-- TASK TO CARRY OUT --
Every entry that follows should be repeated exactly; drop the images.
THE DATA START
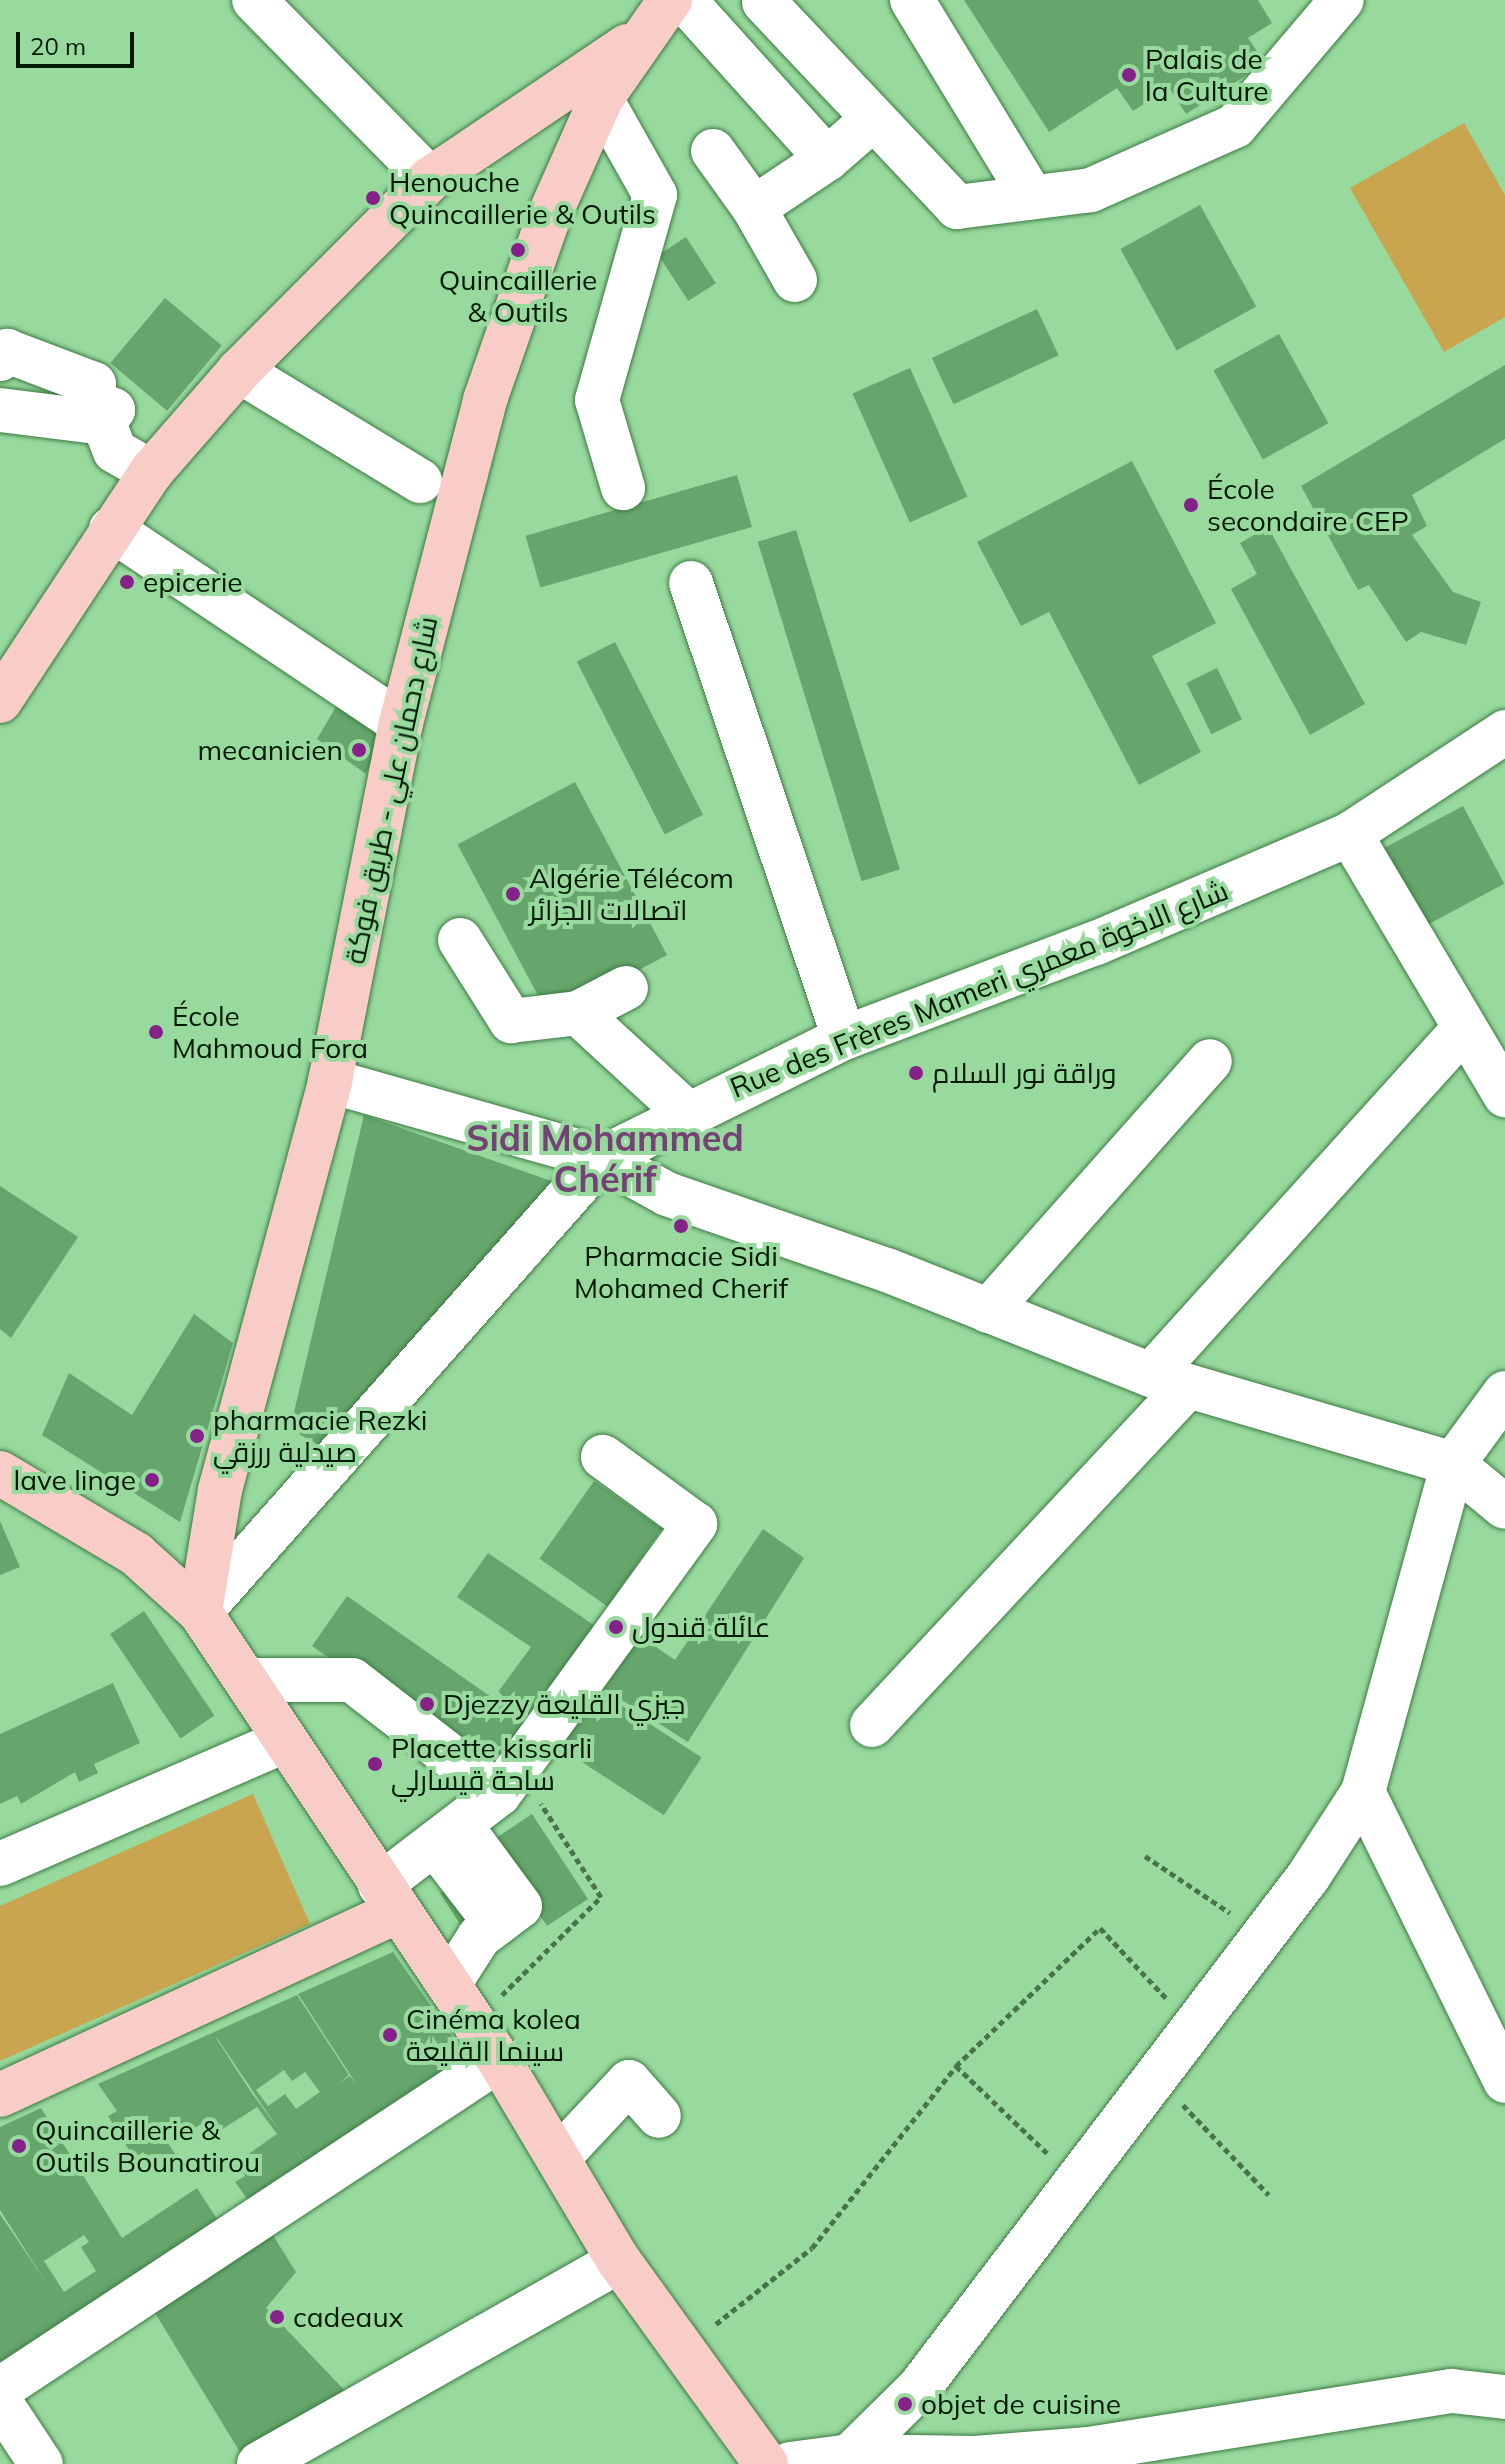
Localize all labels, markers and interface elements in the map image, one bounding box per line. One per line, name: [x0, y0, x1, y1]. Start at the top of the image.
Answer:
scale bar: [20, 16, 138, 66]
text: 20 m: [30, 31, 86, 61]
place label: Palais de la Culture: [1145, 42, 1269, 108]
marker: Palais de la Culture: [1120, 66, 1138, 84]
place label: Henouche Quincaillerie & Outils: [389, 165, 656, 231]
marker: Henouche Quincaillerie & Outils: [364, 189, 382, 207]
marker: Quincaillerie & Outils: [509, 241, 527, 259]
place label: Quincaillerie & Outils: [439, 263, 597, 329]
place label: École secondaire CEP: [1207, 472, 1409, 538]
marker: École secondaire CEP: [1182, 496, 1200, 514]
place label: epicerie: [143, 565, 243, 599]
marker: epicerie: [118, 573, 136, 591]
street label: شارع دحمان علي - طريق فوكة: [338, 613, 444, 967]
place label: mecanicien: [197, 733, 343, 767]
marker: mecanicien: [350, 741, 368, 759]
place label: Algérie Télécom اتصالات الجزائر: [529, 861, 734, 927]
street label: Rue des Frères Mameri شارع الاخوة معمري: [725, 873, 1233, 1105]
marker: Algérie Télécom اتصالات الجزائر: [504, 885, 522, 903]
place label: École Mahmoud Fora: [172, 999, 368, 1065]
marker: École Mahmoud Fora: [147, 1023, 165, 1041]
place label: وراقة نور السلام: [932, 1056, 1117, 1090]
marker: وراقة نور السلام: [907, 1064, 925, 1082]
district label: Sidi Mohammed Chérif: [466, 1115, 744, 1200]
marker: Pharmacie Sidi Mohamed Cherif: [672, 1217, 690, 1235]
place label: Pharmacie Sidi Mohamed Cherif: [574, 1239, 788, 1305]
place label: pharmacie Rezki صيدلية ررزقي: [213, 1403, 427, 1469]
marker: pharmacie Rezki صيدلية ررزقي: [188, 1427, 206, 1445]
place label: lave linge: [14, 1463, 136, 1497]
marker: lave linge: [143, 1471, 161, 1489]
place label: عائلة قندول: [632, 1610, 771, 1644]
marker: عائلة قندول: [607, 1618, 625, 1636]
place label: Djezzy جيزي القليعة: [443, 1687, 685, 1721]
marker: Djezzy جيزي القليعة: [418, 1695, 436, 1713]
place label: Placette kissarli ساحة قيسارلي: [391, 1731, 592, 1797]
marker: Placette kissarli ساحة قيسارلي: [366, 1755, 384, 1773]
place label: Cinéma kolea سينما القليعة: [406, 2002, 581, 2068]
marker: Cinéma kolea سينما القليعة: [381, 2026, 399, 2044]
place label: Quincaillerie & Outils Bounatirou: [35, 2113, 260, 2179]
marker: Quincaillerie & Outils Bounatirou: [10, 2137, 28, 2155]
place label: cadeaux: [293, 2300, 404, 2334]
marker: cadeaux: [268, 2308, 286, 2326]
place label: objet de cuisine: [921, 2387, 1121, 2421]
marker: objet de cuisine: [896, 2395, 914, 2413]

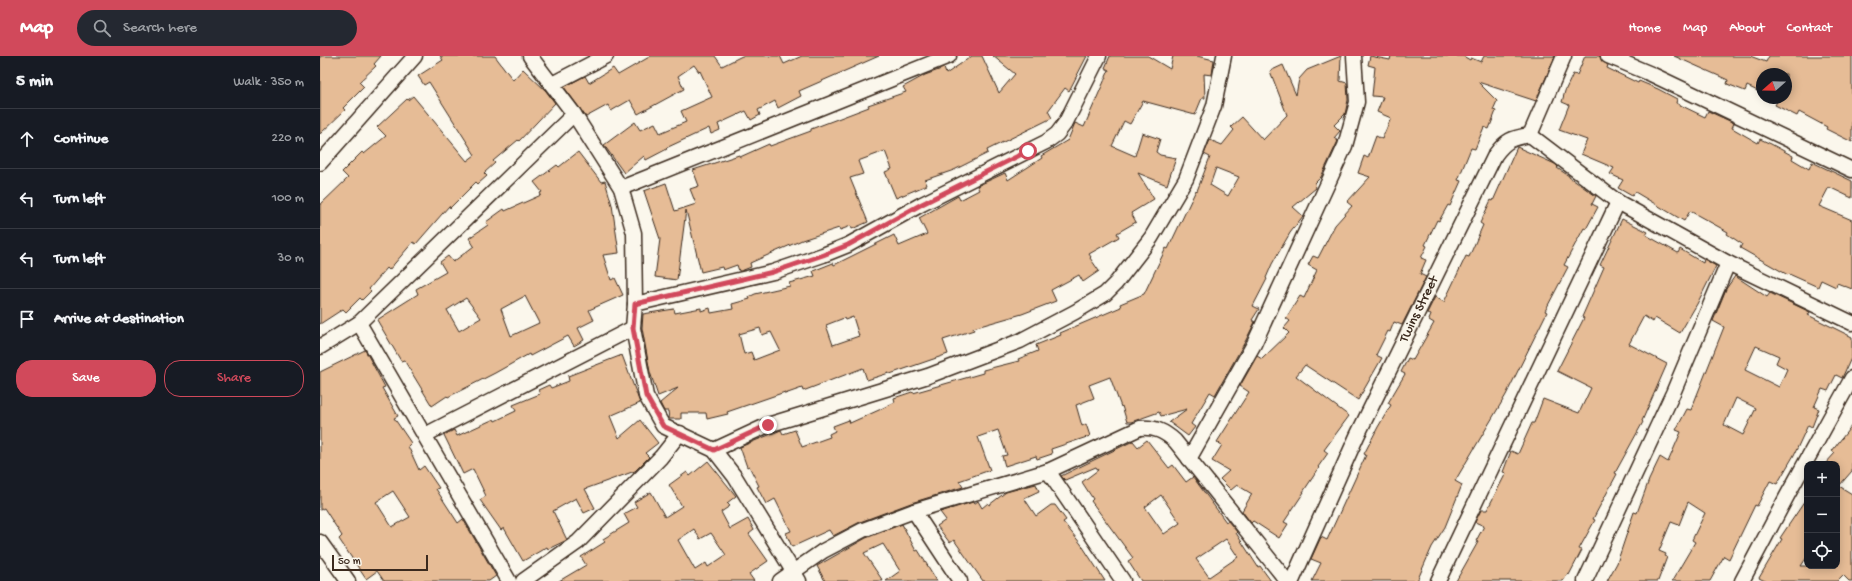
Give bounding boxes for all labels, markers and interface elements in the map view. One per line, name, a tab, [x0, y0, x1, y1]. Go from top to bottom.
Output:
search box	[77, 10, 357, 46]
text: Map	[20, 17, 53, 40]
icon: search	[91, 17, 113, 39]
text: Search here	[123, 19, 197, 37]
text: Home	[1629, 20, 1661, 37]
text: Map	[1683, 20, 1707, 37]
text: About	[1729, 20, 1765, 37]
text: Contact	[1787, 20, 1832, 37]
north arrow	[1756, 68, 1792, 104]
text: 5 min	[16, 72, 53, 92]
text: Walk · 350 m	[234, 75, 304, 90]
icon: ahead	[16, 128, 38, 150]
text: Continue	[54, 130, 108, 148]
text: 220 m	[272, 131, 304, 146]
route start	[1019, 142, 1037, 160]
icon: left	[16, 188, 38, 210]
text: Turn left	[54, 190, 105, 208]
text: 100 m	[272, 191, 304, 206]
icon: left	[16, 248, 38, 270]
text: Turn left	[54, 250, 105, 268]
text: 30 m	[278, 251, 304, 266]
street label: Twins Street	[1395, 272, 1443, 346]
icon: arrive	[16, 308, 38, 330]
text: Arrive at destination	[54, 310, 184, 328]
button: Save	[16, 360, 156, 397]
button: Share	[164, 360, 304, 397]
route end	[759, 416, 777, 434]
map controls	[1804, 461, 1840, 569]
button: +	[1804, 461, 1840, 497]
button: −	[1804, 497, 1840, 533]
button: locate	[1804, 533, 1840, 569]
scale bar	[332, 553, 428, 572]
text: 50 m	[338, 556, 360, 568]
THE DATA END
-- OUTPUT OF THE EXERCISE --
Localize all labels, markers and interface elements in the map image, one bounding box per line. One per line, name: [x0, y0, x1, y1]. Start at the top of the image.
Answer:
scale bar: [20, 16, 138, 66]
text: 20 m: [30, 31, 86, 61]
place label: Palais de la Culture: [1145, 42, 1269, 108]
marker: Palais de la Culture: [1120, 66, 1138, 84]
place label: Henouche Quincaillerie & Outils: [389, 165, 656, 231]
marker: Henouche Quincaillerie & Outils: [364, 189, 382, 207]
marker: Quincaillerie & Outils: [509, 241, 527, 259]
place label: Quincaillerie & Outils: [439, 263, 597, 329]
place label: École secondaire CEP: [1207, 472, 1409, 538]
marker: École secondaire CEP: [1182, 496, 1200, 514]
place label: epicerie: [143, 565, 243, 599]
marker: epicerie: [118, 573, 136, 591]
street label: شارع دحمان علي - طريق فوكة: [338, 613, 444, 967]
place label: mecanicien: [197, 733, 343, 767]
marker: mecanicien: [350, 741, 368, 759]
place label: Algérie Télécom اتصالات الجزائر: [529, 861, 734, 927]
street label: Rue des Frères Mameri شارع الاخوة معمري: [725, 873, 1233, 1105]
marker: Algérie Télécom اتصالات الجزائر: [504, 885, 522, 903]
place label: École Mahmoud Fora: [172, 999, 368, 1065]
marker: École Mahmoud Fora: [147, 1023, 165, 1041]
place label: وراقة نور السلام: [932, 1056, 1117, 1090]
marker: وراقة نور السلام: [907, 1064, 925, 1082]
district label: Sidi Mohammed Chérif: [466, 1115, 744, 1200]
marker: Pharmacie Sidi Mohamed Cherif: [672, 1217, 690, 1235]
place label: Pharmacie Sidi Mohamed Cherif: [574, 1239, 788, 1305]
place label: pharmacie Rezki صيدلية ررزقي: [213, 1403, 427, 1469]
marker: pharmacie Rezki صيدلية ررزقي: [188, 1427, 206, 1445]
place label: lave linge: [14, 1463, 136, 1497]
marker: lave linge: [143, 1471, 161, 1489]
place label: عائلة قندول: [632, 1610, 771, 1644]
marker: عائلة قندول: [607, 1618, 625, 1636]
place label: Djezzy جيزي القليعة: [443, 1687, 685, 1721]
marker: Djezzy جيزي القليعة: [418, 1695, 436, 1713]
place label: Placette kissarli ساحة قيسارلي: [391, 1731, 592, 1797]
marker: Placette kissarli ساحة قيسارلي: [366, 1755, 384, 1773]
place label: Cinéma kolea سينما القليعة: [406, 2002, 581, 2068]
marker: Cinéma kolea سينما القليعة: [381, 2026, 399, 2044]
place label: Quincaillerie & Outils Bounatirou: [35, 2113, 260, 2179]
marker: Quincaillerie & Outils Bounatirou: [10, 2137, 28, 2155]
place label: cadeaux: [293, 2300, 404, 2334]
marker: cadeaux: [268, 2308, 286, 2326]
place label: objet de cuisine: [921, 2387, 1121, 2421]
marker: objet de cuisine: [896, 2395, 914, 2413]

Give bounding boxes for all labels, markers and interface elements in the map view. One per line, name, a tab, [x0, y0, x1, y1]. Go from top to bottom.
Output:
search box	[77, 10, 357, 46]
text: Map	[20, 17, 53, 40]
icon: search	[91, 17, 113, 39]
text: Search here	[123, 19, 197, 37]
text: Home	[1629, 20, 1661, 37]
text: Map	[1683, 20, 1707, 37]
text: About	[1729, 20, 1765, 37]
text: Contact	[1787, 20, 1832, 37]
north arrow	[1756, 68, 1792, 104]
text: 5 min	[16, 72, 53, 92]
text: Walk · 350 m	[234, 75, 304, 90]
icon: ahead	[16, 128, 38, 150]
text: Continue	[54, 130, 108, 148]
text: 220 m	[272, 131, 304, 146]
route start	[1019, 142, 1037, 160]
icon: left	[16, 188, 38, 210]
text: Turn left	[54, 190, 105, 208]
text: 100 m	[272, 191, 304, 206]
icon: left	[16, 248, 38, 270]
text: Turn left	[54, 250, 105, 268]
text: 30 m	[278, 251, 304, 266]
street label: Twins Street	[1395, 272, 1443, 346]
icon: arrive	[16, 308, 38, 330]
text: Arrive at destination	[54, 310, 184, 328]
button: Save	[16, 360, 156, 397]
button: Share	[164, 360, 304, 397]
route end	[759, 416, 777, 434]
map controls	[1804, 461, 1840, 569]
button: +	[1804, 461, 1840, 497]
button: −	[1804, 497, 1840, 533]
button: locate	[1804, 533, 1840, 569]
scale bar	[332, 553, 428, 572]
text: 50 m	[338, 556, 360, 568]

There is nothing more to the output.